• _ASSIGNED TASK_: Copy every line from the records below that carries the word "Passeig".

Dataset entries
Segment Open
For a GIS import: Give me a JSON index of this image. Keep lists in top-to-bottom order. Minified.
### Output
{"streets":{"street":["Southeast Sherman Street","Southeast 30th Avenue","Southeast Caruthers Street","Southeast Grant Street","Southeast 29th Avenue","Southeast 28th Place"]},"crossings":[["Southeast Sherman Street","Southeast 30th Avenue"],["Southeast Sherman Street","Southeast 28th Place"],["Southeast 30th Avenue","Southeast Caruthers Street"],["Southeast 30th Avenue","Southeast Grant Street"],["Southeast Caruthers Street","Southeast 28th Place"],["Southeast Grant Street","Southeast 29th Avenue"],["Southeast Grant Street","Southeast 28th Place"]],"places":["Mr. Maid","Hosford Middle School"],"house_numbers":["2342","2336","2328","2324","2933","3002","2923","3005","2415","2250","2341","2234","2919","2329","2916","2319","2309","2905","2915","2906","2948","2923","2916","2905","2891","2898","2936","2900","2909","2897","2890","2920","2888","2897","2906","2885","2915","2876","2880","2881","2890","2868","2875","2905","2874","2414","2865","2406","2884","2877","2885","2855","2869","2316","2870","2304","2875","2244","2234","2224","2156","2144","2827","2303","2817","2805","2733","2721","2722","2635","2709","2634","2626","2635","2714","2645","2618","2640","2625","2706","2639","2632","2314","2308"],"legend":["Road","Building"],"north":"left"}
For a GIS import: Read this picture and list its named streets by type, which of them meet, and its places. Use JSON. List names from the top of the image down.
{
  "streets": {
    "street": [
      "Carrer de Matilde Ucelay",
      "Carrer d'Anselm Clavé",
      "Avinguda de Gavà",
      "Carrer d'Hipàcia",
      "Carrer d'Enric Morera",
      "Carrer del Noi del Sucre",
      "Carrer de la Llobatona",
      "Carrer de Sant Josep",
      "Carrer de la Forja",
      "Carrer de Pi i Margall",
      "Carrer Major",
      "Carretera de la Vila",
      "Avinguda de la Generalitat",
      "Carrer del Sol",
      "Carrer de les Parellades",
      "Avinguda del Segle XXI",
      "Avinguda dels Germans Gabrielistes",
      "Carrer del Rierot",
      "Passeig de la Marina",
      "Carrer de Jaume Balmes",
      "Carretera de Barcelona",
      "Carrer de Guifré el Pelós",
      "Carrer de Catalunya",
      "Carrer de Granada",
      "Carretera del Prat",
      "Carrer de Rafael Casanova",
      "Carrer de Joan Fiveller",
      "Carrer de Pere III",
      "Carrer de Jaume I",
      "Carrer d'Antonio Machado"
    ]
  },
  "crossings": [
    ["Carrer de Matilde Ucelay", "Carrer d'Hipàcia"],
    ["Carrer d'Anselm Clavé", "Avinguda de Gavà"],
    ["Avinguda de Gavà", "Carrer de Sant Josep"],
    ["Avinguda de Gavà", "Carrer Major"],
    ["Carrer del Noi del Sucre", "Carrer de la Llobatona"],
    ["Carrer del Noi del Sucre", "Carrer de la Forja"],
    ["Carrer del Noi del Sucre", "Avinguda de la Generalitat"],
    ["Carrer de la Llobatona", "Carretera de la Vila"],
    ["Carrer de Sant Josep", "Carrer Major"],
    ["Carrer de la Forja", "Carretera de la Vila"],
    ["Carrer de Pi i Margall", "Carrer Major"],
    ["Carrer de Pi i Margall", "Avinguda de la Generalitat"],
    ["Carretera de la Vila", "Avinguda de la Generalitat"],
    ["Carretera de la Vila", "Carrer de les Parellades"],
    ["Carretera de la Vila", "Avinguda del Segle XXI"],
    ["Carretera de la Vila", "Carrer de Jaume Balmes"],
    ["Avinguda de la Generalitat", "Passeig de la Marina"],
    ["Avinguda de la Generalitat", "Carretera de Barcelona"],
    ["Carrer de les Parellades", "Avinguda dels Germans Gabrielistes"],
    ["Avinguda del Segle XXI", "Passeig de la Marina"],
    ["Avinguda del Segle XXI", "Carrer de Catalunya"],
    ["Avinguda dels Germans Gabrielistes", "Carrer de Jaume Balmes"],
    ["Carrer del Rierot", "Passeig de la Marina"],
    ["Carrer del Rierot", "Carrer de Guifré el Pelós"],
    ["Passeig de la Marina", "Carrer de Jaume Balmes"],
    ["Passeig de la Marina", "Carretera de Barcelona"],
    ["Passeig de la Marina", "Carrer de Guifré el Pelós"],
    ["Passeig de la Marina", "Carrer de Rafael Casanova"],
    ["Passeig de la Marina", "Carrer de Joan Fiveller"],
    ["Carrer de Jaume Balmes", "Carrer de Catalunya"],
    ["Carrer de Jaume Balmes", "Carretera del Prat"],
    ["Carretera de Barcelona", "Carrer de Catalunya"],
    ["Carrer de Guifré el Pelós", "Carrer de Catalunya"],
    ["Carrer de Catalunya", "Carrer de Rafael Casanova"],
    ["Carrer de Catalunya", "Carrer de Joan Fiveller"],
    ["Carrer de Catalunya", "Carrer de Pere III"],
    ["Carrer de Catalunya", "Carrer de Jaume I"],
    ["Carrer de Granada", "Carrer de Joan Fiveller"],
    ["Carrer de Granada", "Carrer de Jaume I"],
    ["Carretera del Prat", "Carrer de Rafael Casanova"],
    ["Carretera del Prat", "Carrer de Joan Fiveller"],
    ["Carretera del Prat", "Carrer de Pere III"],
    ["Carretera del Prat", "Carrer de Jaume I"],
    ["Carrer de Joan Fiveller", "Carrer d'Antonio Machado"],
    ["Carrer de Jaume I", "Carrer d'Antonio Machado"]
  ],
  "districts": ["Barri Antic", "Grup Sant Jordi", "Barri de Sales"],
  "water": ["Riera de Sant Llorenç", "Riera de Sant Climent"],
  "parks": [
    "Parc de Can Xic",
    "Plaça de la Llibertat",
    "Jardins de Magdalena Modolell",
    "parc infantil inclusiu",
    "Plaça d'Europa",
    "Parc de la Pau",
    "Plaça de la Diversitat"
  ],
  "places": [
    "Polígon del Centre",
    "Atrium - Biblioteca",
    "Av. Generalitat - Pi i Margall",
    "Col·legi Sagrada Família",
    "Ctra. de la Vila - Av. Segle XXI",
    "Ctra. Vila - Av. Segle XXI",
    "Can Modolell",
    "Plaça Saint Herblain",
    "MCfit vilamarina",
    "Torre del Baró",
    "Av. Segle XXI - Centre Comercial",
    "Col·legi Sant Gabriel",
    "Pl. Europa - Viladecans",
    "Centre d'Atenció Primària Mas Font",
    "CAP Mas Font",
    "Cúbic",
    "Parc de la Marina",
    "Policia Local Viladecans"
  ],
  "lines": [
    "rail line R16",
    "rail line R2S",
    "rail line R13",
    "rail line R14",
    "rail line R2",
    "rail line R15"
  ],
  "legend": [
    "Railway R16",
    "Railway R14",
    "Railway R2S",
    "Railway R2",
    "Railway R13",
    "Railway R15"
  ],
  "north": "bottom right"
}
Segment Closed
• _TASK RESULT_:
      "Passeig de la Marina",
    ["Avinguda de la Generalitat", "Passeig de la Marina"],
    ["Avinguda del Segle XXI", "Passeig de la Marina"],
    ["Carrer del Rierot", "Passeig de la Marina"],
    ["Passeig de la Marina", "Carrer de Jaume Balmes"],
    ["Passeig de la Marina", "Carretera de Barcelona"],
    ["Passeig de la Marina", "Carrer de Guifré el Pelós"],
    ["Passeig de la Marina", "Carrer de Rafael Casanova"],
    ["Passeig de la Marina", "Carrer de Joan Fiveller"],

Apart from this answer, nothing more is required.